Bone-saving hip arthroplasty using metaphyseal stems is gaining importance because the increasing number of young patients, and hip resurfacing is not always indicated. In the last decade, the practice of hip arthroplasty has changed; younger age-group is more frequently undergo surgery because of the need for a better quality of life. The success of non-cemented total hip arthroplasty relies on osteo-integration of the implants. Prerequisite is primary stability, which can be achieved by the fixation principle of ‘‘press-fitting’’ [Morscher et al., 2002]. Clinical studies investigating the migrational behavior of femoral components have shown that the failure rate of uncemented stems correlates with migration [Krismer et al., 1999]. Sychterz found that in vivo bone loss was most extensive in the proximal-medial region [Sychterz et al., 2002]. Following traditional arthroplasty procedures, bone density measurement has shown a bone loss of 16 to 30% [Kim et al., 2003; Schmidt et al., 2002; Sychterz et al., 2002]. Engh’s post mortem investigation has found 7 to 52% bone loss around non-cemented femoral components with osteo-integration [Engh et al., 1992]. DXA measurements by Kishida et al. proved that two years after resurfacing procedures 12% raise in bone density developed in the Gruen 7 zone [Kishida et al., 2004].

The previously mentioned facts, along with the experiences obtained from revision surgeries (technical difficulties caused by bone loss due to loosening) and the high cost of the solutions, have led to a change at the level of primary arthroplasty principles to a more preventive approach. As for the material of the prosthesis components, highly cross-linked polyethylene, metal-on-metal and ceramic sliding surfaces have advanced. According to component design, short-shaft stems came into prominence for those young and active patients for whom resurfacing of the hip is contraindicated (large avascular necrosis of the head, osteoporosis, obese patient etc.) The very proximal location of these stems retains the chance for an implantation of a non-revision stem during revision surgery. Short-stem prosthesis with a close anatomical fit to the proximal cortex aim to maximize primary stability, particularly in rotation. It is also proposed that the shorter shaft leads to more physiological loading of the femur, thereby limiting potential bone resorption due to stress shielding. Further advantages are the reduction of the risk of thigh pain and facilitating minimally invasive surgery, particularly when using an anterior approach [Renkawitz et al., 2008].

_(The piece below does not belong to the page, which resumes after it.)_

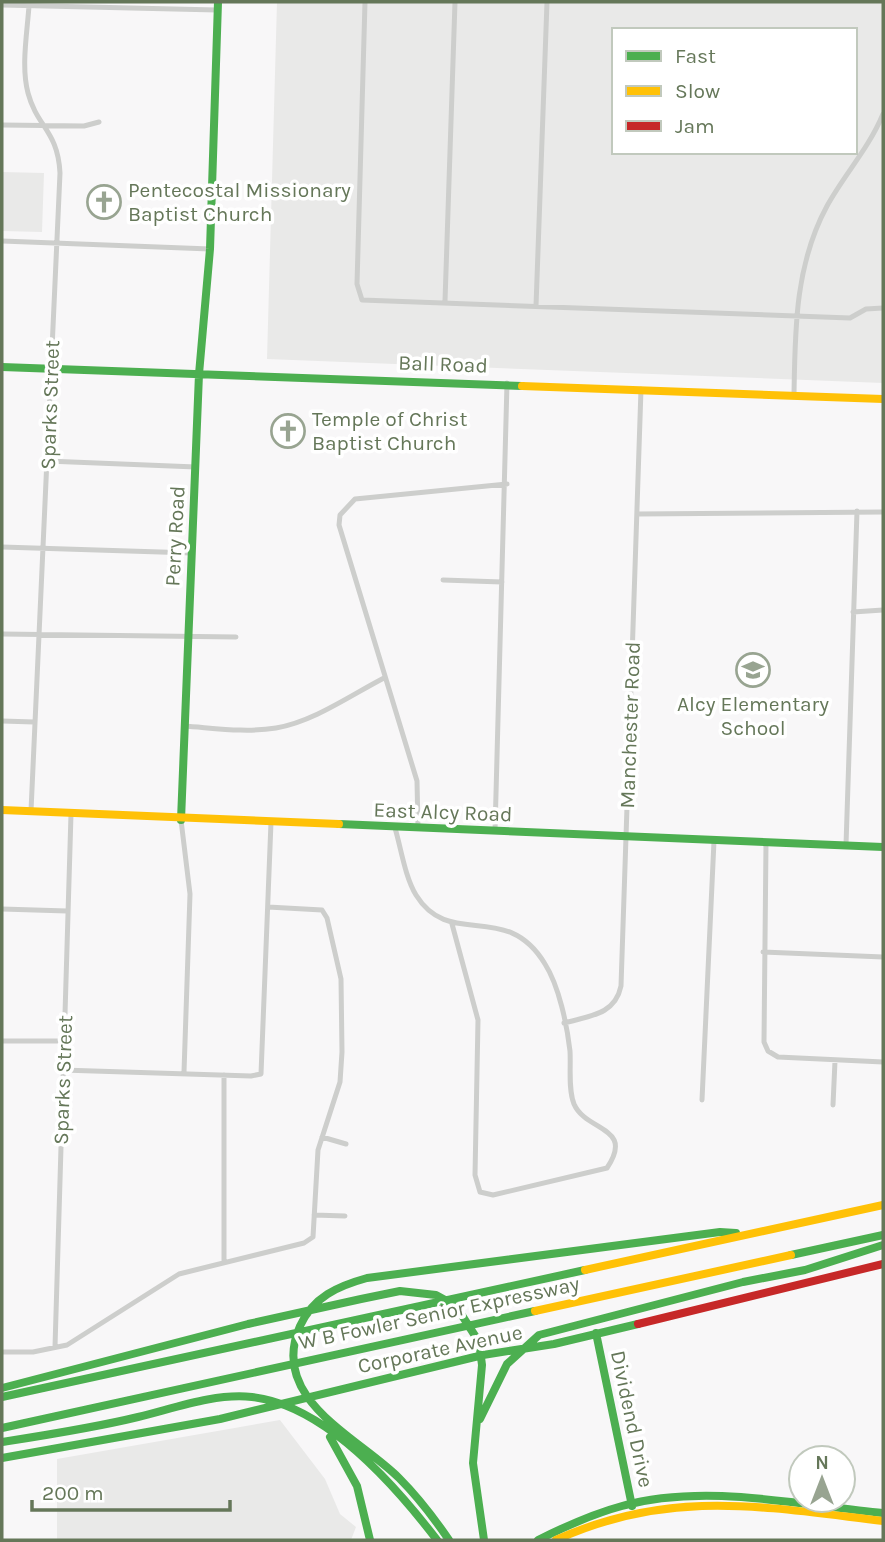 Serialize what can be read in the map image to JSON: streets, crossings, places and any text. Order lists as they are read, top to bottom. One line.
{"streets":{"main road":["Ball Road","Perry Road","East Alcy Road","W B Fowler Senior Expressway","Corporate Avenue","Dividend Drive"],"street":["Sparks Street","Manchester Road"]},"crossings":[["Ball Road","Sparks Street"],["Ball Road","Perry Road"],["Ball Road","Manchester Road"],["Sparks Street","East Alcy Road"],["Perry Road","East Alcy Road"],["Manchester Road","East Alcy Road"],["Corporate Avenue","Dividend Drive"]],"places":{"church":["Pentecostal Missionary Baptist Church","Temple of Christ Baptist Church"],"school or university":["Alcy Elementary School"]},"legend":["Fast","Slow","Jam"],"scale_bar":"200 m","north":"top"} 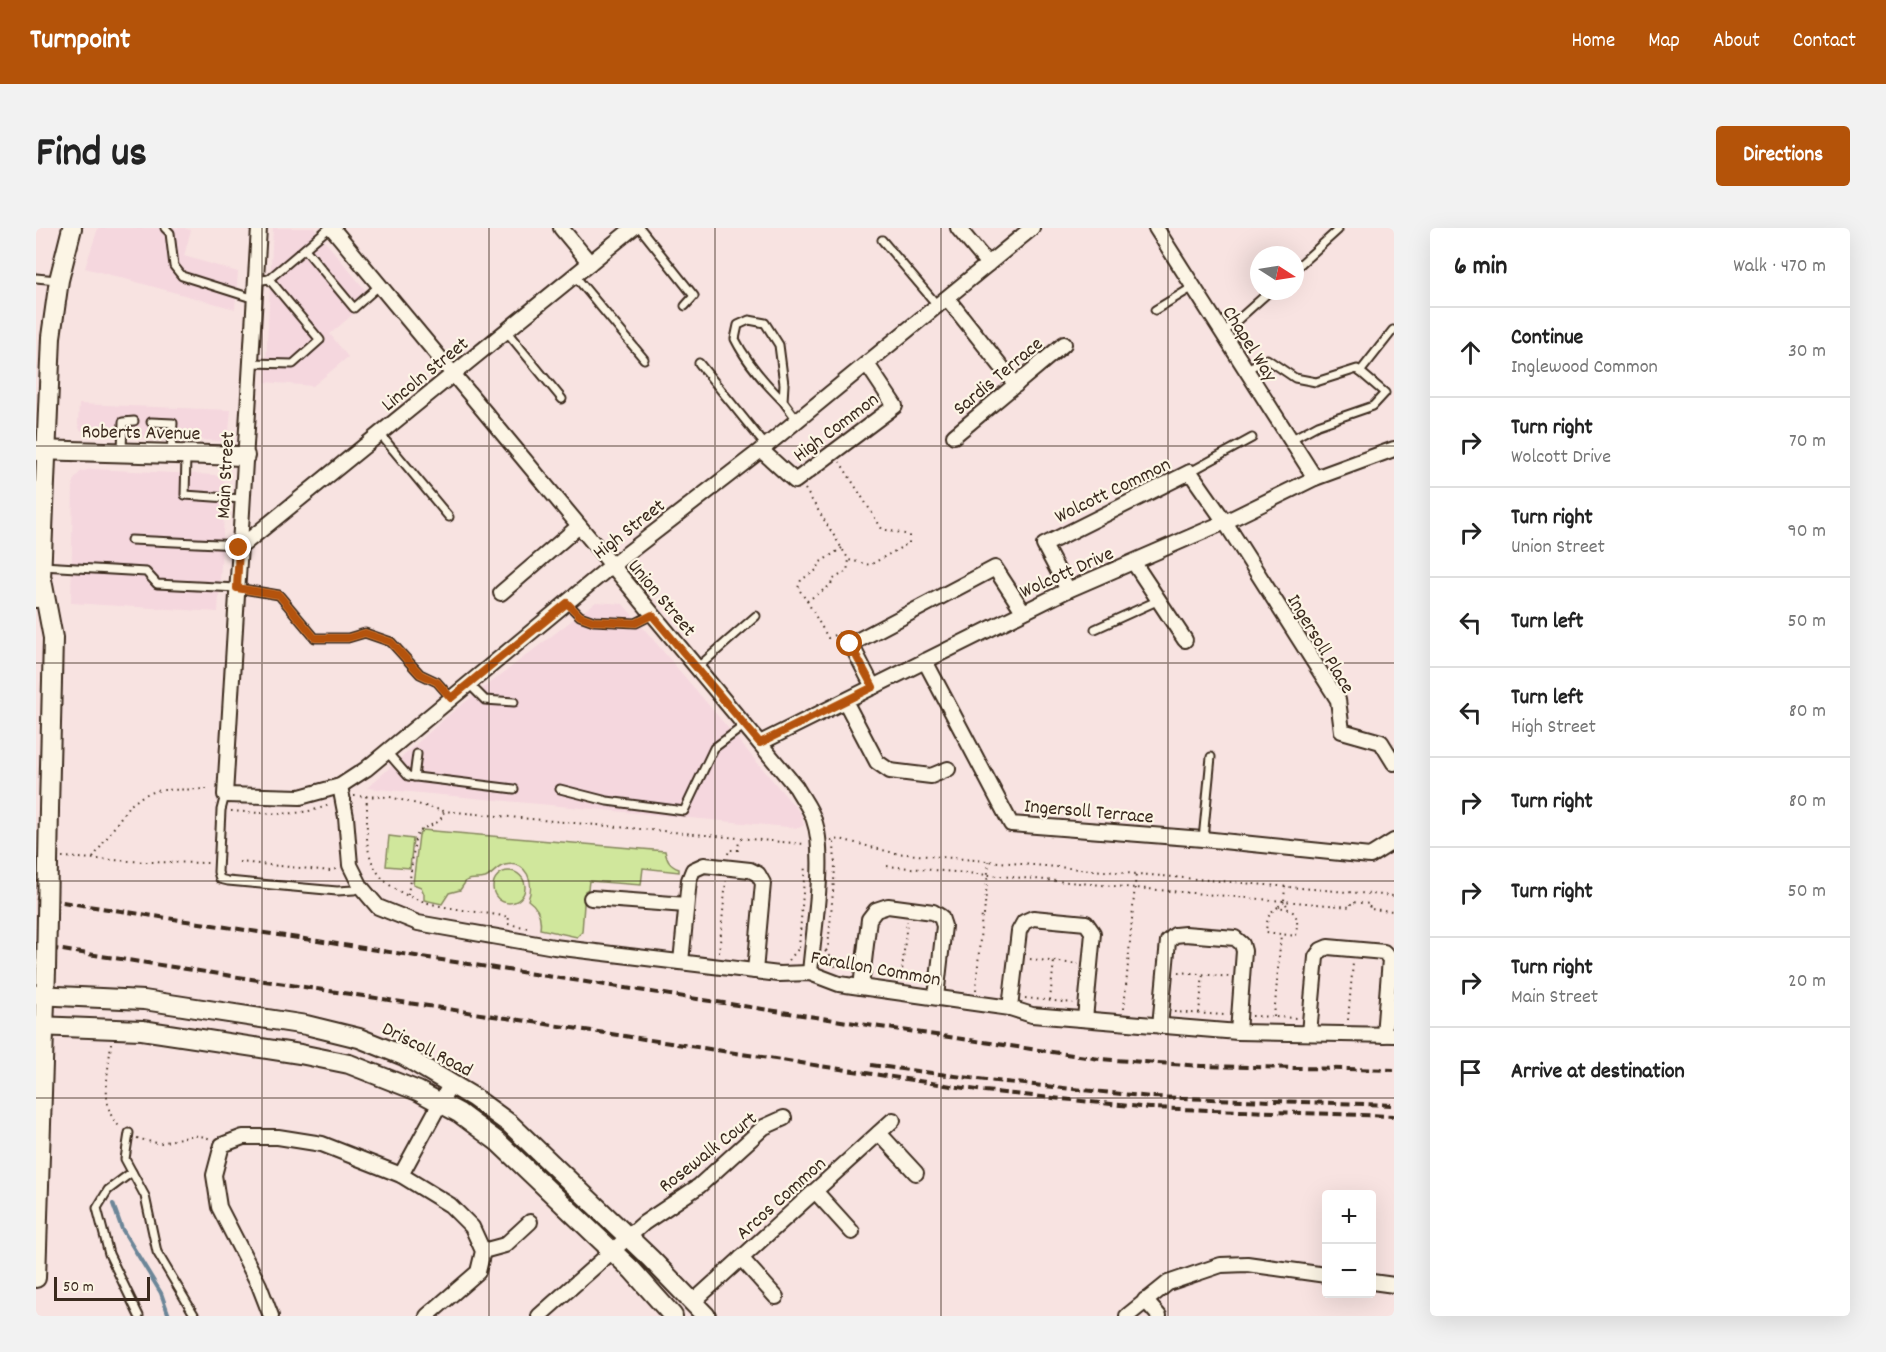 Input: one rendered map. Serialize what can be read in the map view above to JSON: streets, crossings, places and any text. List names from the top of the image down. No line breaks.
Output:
{"streets":{"street":["Chapel Way","Lincoln Street","Sardis Terrace","High Common","Roberts Avenue","Main Street","Wolcott Common","High Street","Wolcott Drive","Union Street","Ingersoll Place","Ingersoll Terrace","Farallon Common","Driscoll Road","Rosewalk Court","Arcos Common"]},"crossings":[["Chapel Way","Wolcott Drive"],["Lincoln Street","Main Street"],["Lincoln Street","Union Street"],["High Common","High Street"],["Roberts Avenue","Main Street"],["Main Street","High Street"],["Wolcott Common","Wolcott Drive"],["Wolcott Common","Ingersoll Place"],["High Street","Union Street"],["High Street","Farallon Common"],["Wolcott Drive","Union Street"],["Wolcott Drive","Ingersoll Place"],["Wolcott Drive","Ingersoll Terrace"],["Union Street","Farallon Common"],["Driscoll Road","Rosewalk Court"],["Driscoll Road","Arcos Common"]],"scale_bar":"50 m","north":"right","page":{"header":"Turnpoint","nav":["Home","Map","About","Contact"],"title":"Find us","buttons":"Directions","heading":["6 min","Walk · 470 m"],"list":[["Continue","Inglewood Common","30 m"],["Turn right","Wolcott Drive","70 m"],["Turn right","Union Street","90 m"],["Turn left","50 m"],["Turn left","High Street","80 m"],["Turn right","80 m"],["Turn right","50 m"],["Turn right","Main Street","20 m"],"Arrive at destination"],"map_buttons":["+","−"],"scale":"50 m"}} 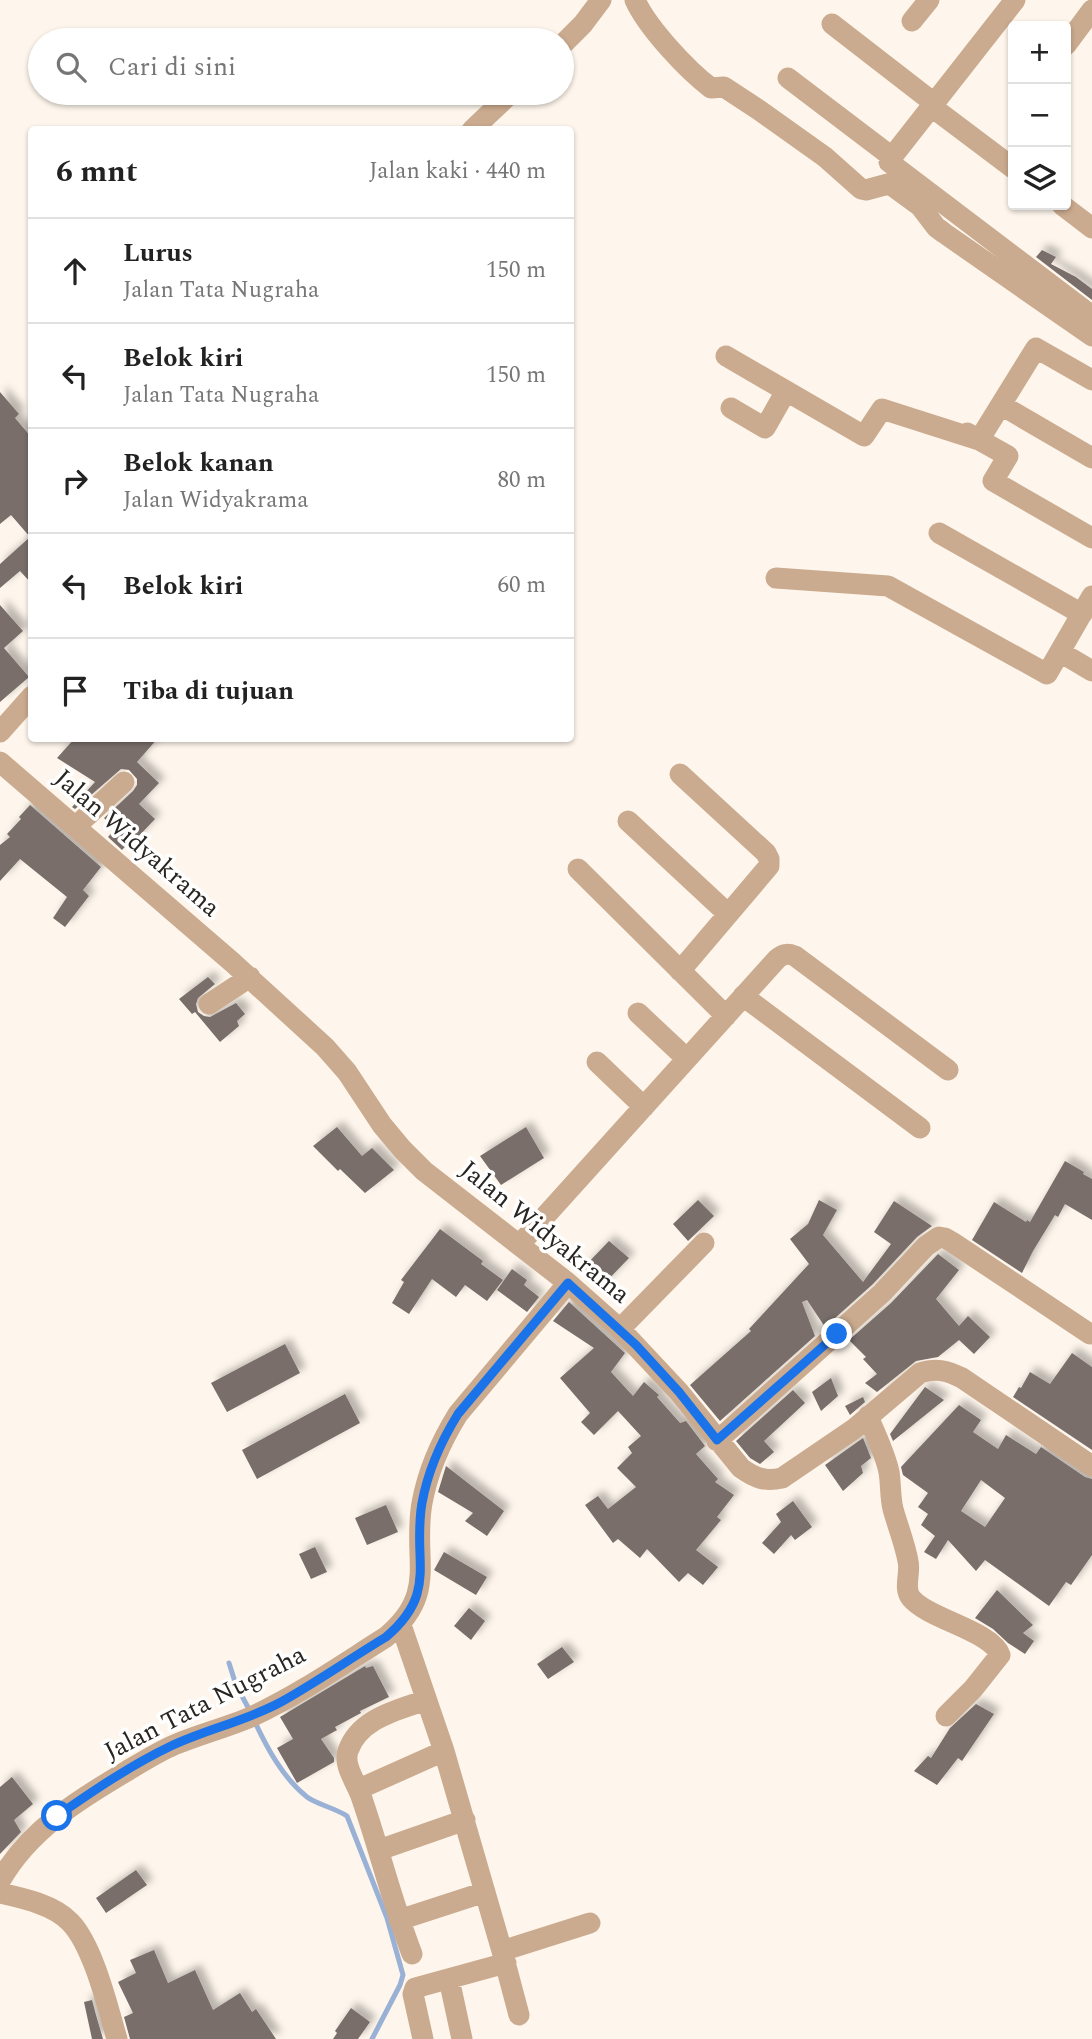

At our department both resurfacing and short-shaft stem are available for young and active patients. Short stem is implanted when indication criteria are sufficient. The advantages and disadvantages of short-stem arthroplasty are reported through the author’s experiences with the metaphyseal stems [Tóth et al., 2010]. It provides vertical stability by the wedge shape of the stem together with the addition of a lateral flare and preservation of the femoral neck. The preservation of the femoral neck provides greater torsional stability and reduces distal migration of the femoral stem. The absence of any diaphyseal fixation attempts to achieve proximal load transfer so as to reduce stress shielding and thigh pain. It also attempts to preserve the femoral canal and femoral elasticity, and ease revision.

The number of cases and the length of follow-up time in the short stem literature are not extensive enough to draw a final conclusion in comparison to traditional arthroplasty procedures. However, it is sufficient enough to conclude that this procedure differs, therefore a number of factors may make sense to be discussed.